EXERCISE PROMPT -> Copy the full listing exactly, word for word.

------

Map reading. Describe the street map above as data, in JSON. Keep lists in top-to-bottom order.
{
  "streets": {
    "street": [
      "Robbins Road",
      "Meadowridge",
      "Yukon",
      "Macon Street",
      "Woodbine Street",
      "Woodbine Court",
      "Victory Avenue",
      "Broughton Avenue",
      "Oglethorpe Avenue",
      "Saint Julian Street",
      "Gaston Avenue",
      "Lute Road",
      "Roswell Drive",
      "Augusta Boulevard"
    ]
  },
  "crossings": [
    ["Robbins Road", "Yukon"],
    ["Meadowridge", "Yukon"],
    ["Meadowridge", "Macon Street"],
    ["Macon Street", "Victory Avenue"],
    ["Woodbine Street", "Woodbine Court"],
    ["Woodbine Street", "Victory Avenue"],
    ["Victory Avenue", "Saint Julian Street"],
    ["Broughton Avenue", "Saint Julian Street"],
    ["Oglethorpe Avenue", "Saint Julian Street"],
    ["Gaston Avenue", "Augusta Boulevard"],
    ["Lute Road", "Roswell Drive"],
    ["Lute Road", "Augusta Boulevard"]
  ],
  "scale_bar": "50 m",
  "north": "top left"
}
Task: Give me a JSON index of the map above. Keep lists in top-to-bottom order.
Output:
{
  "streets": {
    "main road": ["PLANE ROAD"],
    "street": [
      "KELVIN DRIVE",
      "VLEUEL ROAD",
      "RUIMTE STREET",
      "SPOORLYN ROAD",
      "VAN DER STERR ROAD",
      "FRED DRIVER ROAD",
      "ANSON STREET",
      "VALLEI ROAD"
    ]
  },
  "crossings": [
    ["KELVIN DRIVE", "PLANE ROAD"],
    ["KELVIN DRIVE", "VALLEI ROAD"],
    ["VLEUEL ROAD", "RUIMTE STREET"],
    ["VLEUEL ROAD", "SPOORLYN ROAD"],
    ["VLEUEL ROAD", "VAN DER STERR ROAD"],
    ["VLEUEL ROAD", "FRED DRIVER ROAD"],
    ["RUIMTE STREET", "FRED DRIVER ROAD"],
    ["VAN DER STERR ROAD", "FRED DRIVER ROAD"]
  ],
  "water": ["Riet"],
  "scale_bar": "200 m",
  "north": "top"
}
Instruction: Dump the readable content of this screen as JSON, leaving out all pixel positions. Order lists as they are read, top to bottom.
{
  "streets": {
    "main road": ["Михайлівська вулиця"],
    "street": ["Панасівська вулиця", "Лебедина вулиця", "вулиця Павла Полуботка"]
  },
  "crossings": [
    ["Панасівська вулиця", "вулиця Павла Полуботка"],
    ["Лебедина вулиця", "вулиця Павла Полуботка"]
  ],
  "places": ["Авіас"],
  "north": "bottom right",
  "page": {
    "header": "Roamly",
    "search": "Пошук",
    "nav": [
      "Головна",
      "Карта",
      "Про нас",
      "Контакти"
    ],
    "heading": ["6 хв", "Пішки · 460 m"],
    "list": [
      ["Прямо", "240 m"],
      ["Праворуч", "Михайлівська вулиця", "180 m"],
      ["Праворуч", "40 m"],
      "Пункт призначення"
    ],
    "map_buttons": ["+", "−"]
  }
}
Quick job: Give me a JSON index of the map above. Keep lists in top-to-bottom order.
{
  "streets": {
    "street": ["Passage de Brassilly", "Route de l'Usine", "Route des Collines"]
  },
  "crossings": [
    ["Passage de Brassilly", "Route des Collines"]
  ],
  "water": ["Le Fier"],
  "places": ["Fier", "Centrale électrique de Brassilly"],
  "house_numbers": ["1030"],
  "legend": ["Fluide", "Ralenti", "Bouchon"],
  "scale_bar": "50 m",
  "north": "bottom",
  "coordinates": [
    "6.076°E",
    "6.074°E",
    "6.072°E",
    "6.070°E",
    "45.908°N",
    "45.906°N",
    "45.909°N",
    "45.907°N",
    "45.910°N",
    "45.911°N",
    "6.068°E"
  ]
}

------

SOLUTION ->
Map reading. Describe the street map above as data, in JSON. Keep lists in top-to-bottom order.
{
  "streets": {
    "street": [
      "Robbins Road",
      "Meadowridge",
      "Yukon",
      "Macon Street",
      "Woodbine Street",
      "Woodbine Court",
      "Victory Avenue",
      "Broughton Avenue",
      "Oglethorpe Avenue",
      "Saint Julian Street",
      "Gaston Avenue",
      "Lute Road",
      "Roswell Drive",
      "Augusta Boulevard"
    ]
  },
  "crossings": [
    ["Robbins Road", "Yukon"],
    ["Meadowridge", "Yukon"],
    ["Meadowridge", "Macon Street"],
    ["Macon Street", "Victory Avenue"],
    ["Woodbine Street", "Woodbine Court"],
    ["Woodbine Street", "Victory Avenue"],
    ["Victory Avenue", "Saint Julian Street"],
    ["Broughton Avenue", "Saint Julian Street"],
    ["Oglethorpe Avenue", "Saint Julian Street"],
    ["Gaston Avenue", "Augusta Boulevard"],
    ["Lute Road", "Roswell Drive"],
    ["Lute Road", "Augusta Boulevard"]
  ],
  "scale_bar": "50 m",
  "north": "top left"
}
Task: Give me a JSON index of the map above. Keep lists in top-to-bottom order.
Output:
{
  "streets": {
    "main road": ["PLANE ROAD"],
    "street": [
      "KELVIN DRIVE",
      "VLEUEL ROAD",
      "RUIMTE STREET",
      "SPOORLYN ROAD",
      "VAN DER STERR ROAD",
      "FRED DRIVER ROAD",
      "ANSON STREET",
      "VALLEI ROAD"
    ]
  },
  "crossings": [
    ["KELVIN DRIVE", "PLANE ROAD"],
    ["KELVIN DRIVE", "VALLEI ROAD"],
    ["VLEUEL ROAD", "RUIMTE STREET"],
    ["VLEUEL ROAD", "SPOORLYN ROAD"],
    ["VLEUEL ROAD", "VAN DER STERR ROAD"],
    ["VLEUEL ROAD", "FRED DRIVER ROAD"],
    ["RUIMTE STREET", "FRED DRIVER ROAD"],
    ["VAN DER STERR ROAD", "FRED DRIVER ROAD"]
  ],
  "water": ["Riet"],
  "scale_bar": "200 m",
  "north": "top"
}
Instruction: Dump the readable content of this screen as JSON, leaving out all pixel positions. Order lists as they are read, top to bottom.
{
  "streets": {
    "main road": ["Михайлівська вулиця"],
    "street": ["Панасівська вулиця", "Лебедина вулиця", "вулиця Павла Полуботка"]
  },
  "crossings": [
    ["Панасівська вулиця", "вулиця Павла Полуботка"],
    ["Лебедина вулиця", "вулиця Павла Полуботка"]
  ],
  "places": ["Авіас"],
  "north": "bottom right",
  "page": {
    "header": "Roamly",
    "search": "Пошук",
    "nav": [
      "Головна",
      "Карта",
      "Про нас",
      "Контакти"
    ],
    "heading": ["6 хв", "Пішки · 460 m"],
    "list": [
      ["Прямо", "240 m"],
      ["Праворуч", "Михайлівська вулиця", "180 m"],
      ["Праворуч", "40 m"],
      "Пункт призначення"
    ],
    "map_buttons": ["+", "−"]
  }
}
Quick job: Give me a JSON index of the map above. Keep lists in top-to-bottom order.
{
  "streets": {
    "street": ["Passage de Brassilly", "Route de l'Usine", "Route des Collines"]
  },
  "crossings": [
    ["Passage de Brassilly", "Route des Collines"]
  ],
  "water": ["Le Fier"],
  "places": ["Fier", "Centrale électrique de Brassilly"],
  "house_numbers": ["1030"],
  "legend": ["Fluide", "Ralenti", "Bouchon"],
  "scale_bar": "50 m",
  "north": "bottom",
  "coordinates": [
    "6.076°E",
    "6.074°E",
    "6.072°E",
    "6.070°E",
    "45.908°N",
    "45.906°N",
    "45.909°N",
    "45.907°N",
    "45.910°N",
    "45.911°N",
    "6.068°E"
  ]
}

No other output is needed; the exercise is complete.